Suara tangis Nyonya Amira tidak tertahan lagi. Tangisnya pecah di ruang UGD itu. Putra semata wayangnya. Anak kebanggaannya itu pergi selamanya. Tanpa diketahui, apa penyebab sakitnya.
"Galih, kenapa kamu tinggalin Mama secepat ini. Bangun, Nak, bangun ...." jerit Nyonya Amira menggoyangkan tubuh Galih dan berharap putranya itu bangun kembali..
"Galih, jangan tinggalin Mama.Bangun, Galih. Galih, kita pergi ya. Kita susul Austin," rintih Nyonya Amira.
"Bangun Galih."
Andre dan Nyonya Amanda berusaha menenangkan Nyonya Amira yang baru saja kehilangan Galih. Ia sangat terpukul, apalagi kematian Galih berbarengan dengan perginya Raline dan Austin.

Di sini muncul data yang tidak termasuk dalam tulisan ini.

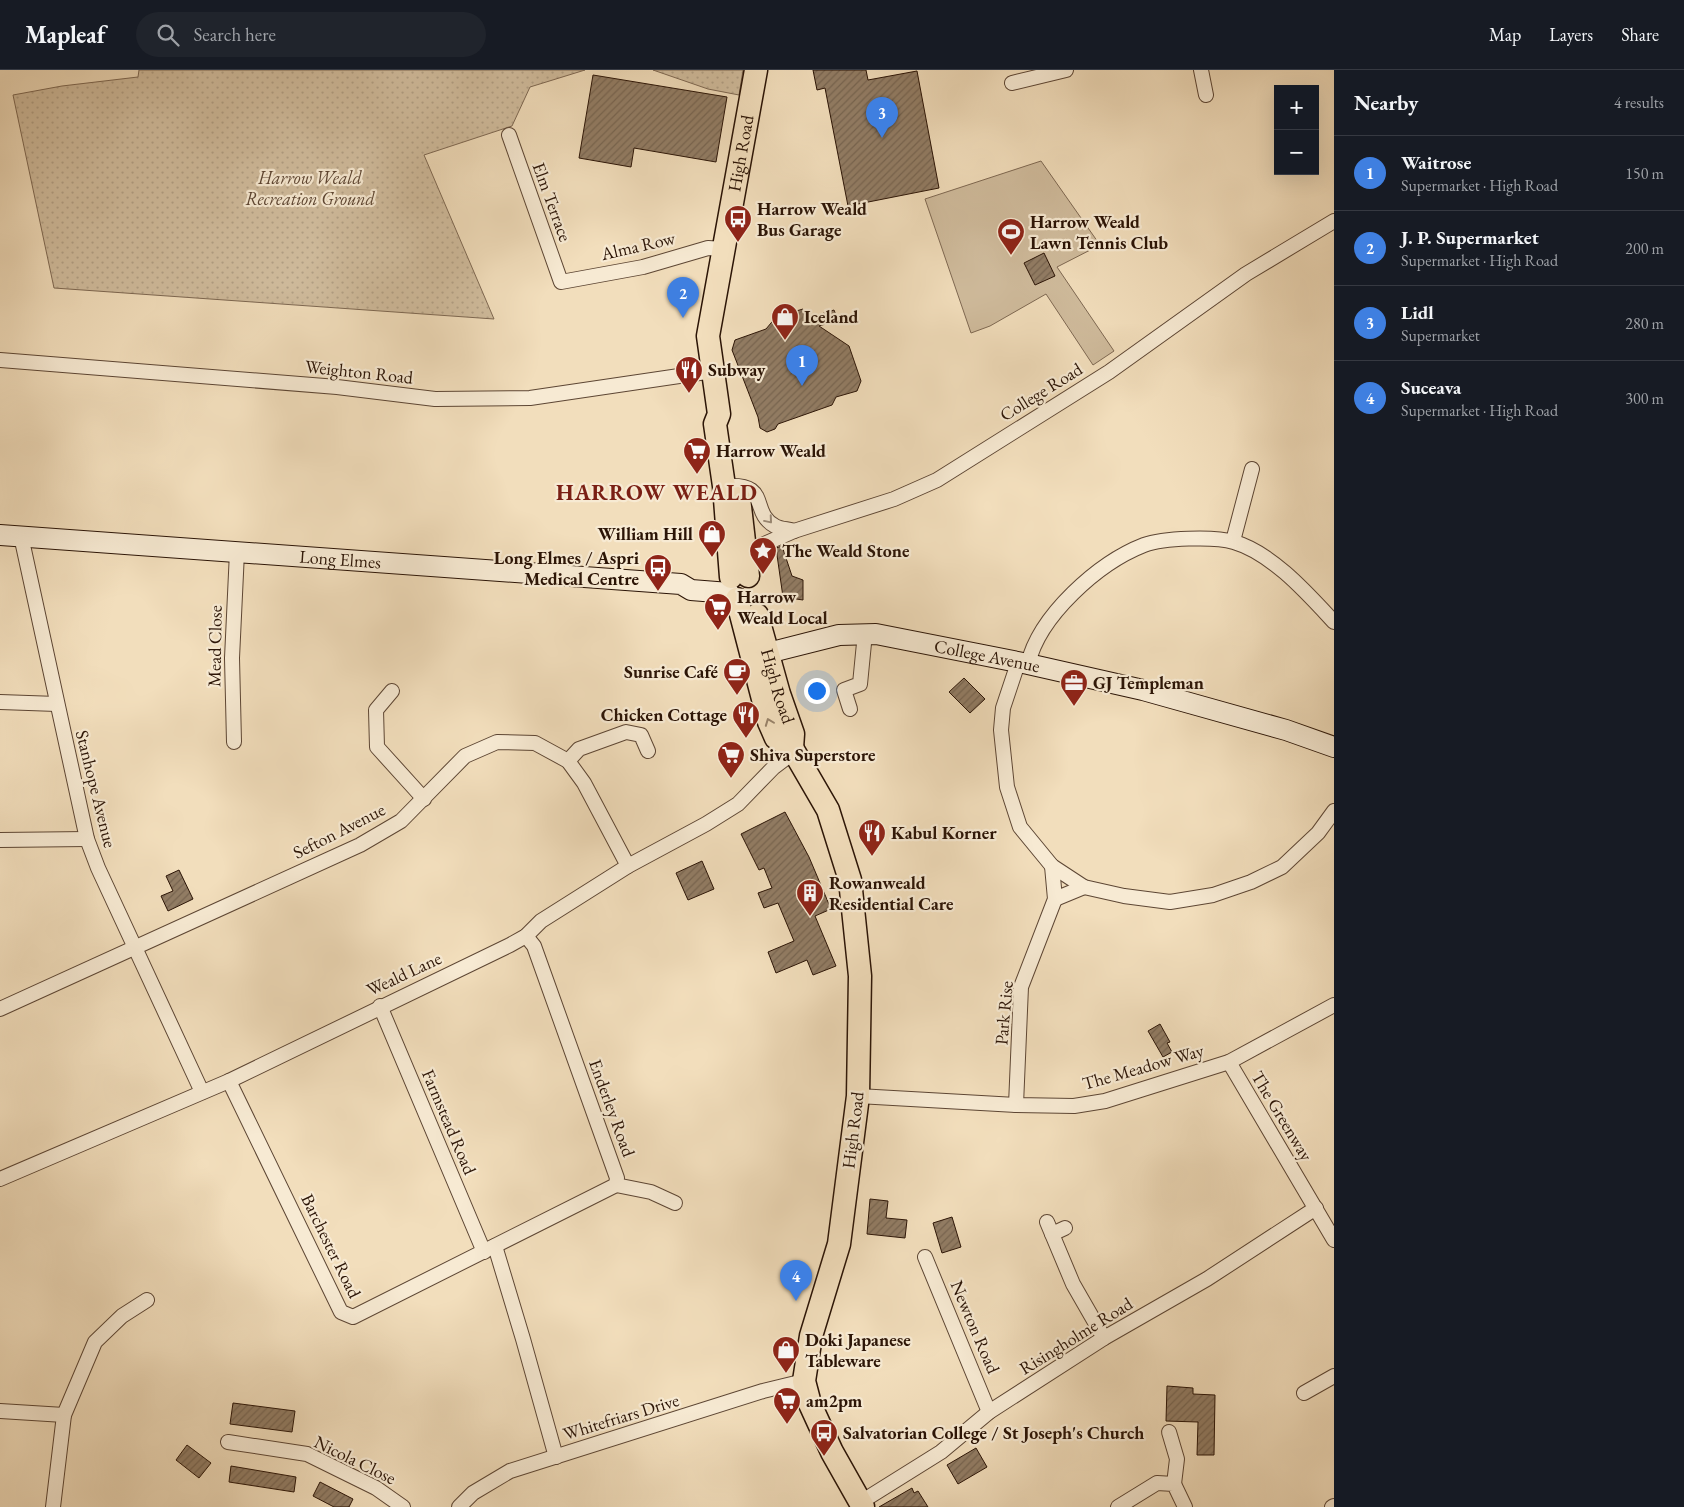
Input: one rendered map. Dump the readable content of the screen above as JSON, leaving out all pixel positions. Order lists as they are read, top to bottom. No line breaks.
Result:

"Raline. Ini semua gara-gara Raline. Kalau aja dia nggak memutuskan menikah dengan Hamid dan pindah ke Jepang, mungkin nggak akan kejadian seperti ini," ucap Nyonya Amira berteriak histeris.
"Galiiiihhh ...."
"Raline, kamu harus membayar semua penderitaan ini. Nyawa harus dibayar dengan nyawa," pekik Nyonya Amira dalam tangisnya.